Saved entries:
§

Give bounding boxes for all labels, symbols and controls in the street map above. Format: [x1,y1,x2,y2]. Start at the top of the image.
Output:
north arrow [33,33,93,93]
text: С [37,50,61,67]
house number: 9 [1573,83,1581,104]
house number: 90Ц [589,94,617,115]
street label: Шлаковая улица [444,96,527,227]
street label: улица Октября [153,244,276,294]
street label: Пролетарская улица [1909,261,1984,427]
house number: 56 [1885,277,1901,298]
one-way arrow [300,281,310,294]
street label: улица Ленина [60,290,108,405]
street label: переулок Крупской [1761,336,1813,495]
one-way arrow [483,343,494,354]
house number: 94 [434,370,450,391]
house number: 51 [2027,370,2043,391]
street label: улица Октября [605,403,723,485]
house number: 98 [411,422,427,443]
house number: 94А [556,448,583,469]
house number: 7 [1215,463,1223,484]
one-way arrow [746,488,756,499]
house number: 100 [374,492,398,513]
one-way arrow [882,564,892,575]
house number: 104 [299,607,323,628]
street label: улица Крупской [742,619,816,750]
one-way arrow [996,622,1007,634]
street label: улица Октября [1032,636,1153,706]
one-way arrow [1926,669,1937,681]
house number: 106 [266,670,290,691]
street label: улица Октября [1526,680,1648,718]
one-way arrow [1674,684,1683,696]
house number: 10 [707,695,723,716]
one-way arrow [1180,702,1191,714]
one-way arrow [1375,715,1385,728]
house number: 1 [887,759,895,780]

§

Task objective: Your job is to copy out every line from the records above that has the word "Октября".

Response to this exercise:
street label: улица Октября [153,244,276,294]
street label: улица Октября [605,403,723,485]
street label: улица Октября [1032,636,1153,706]
street label: улица Октября [1526,680,1648,718]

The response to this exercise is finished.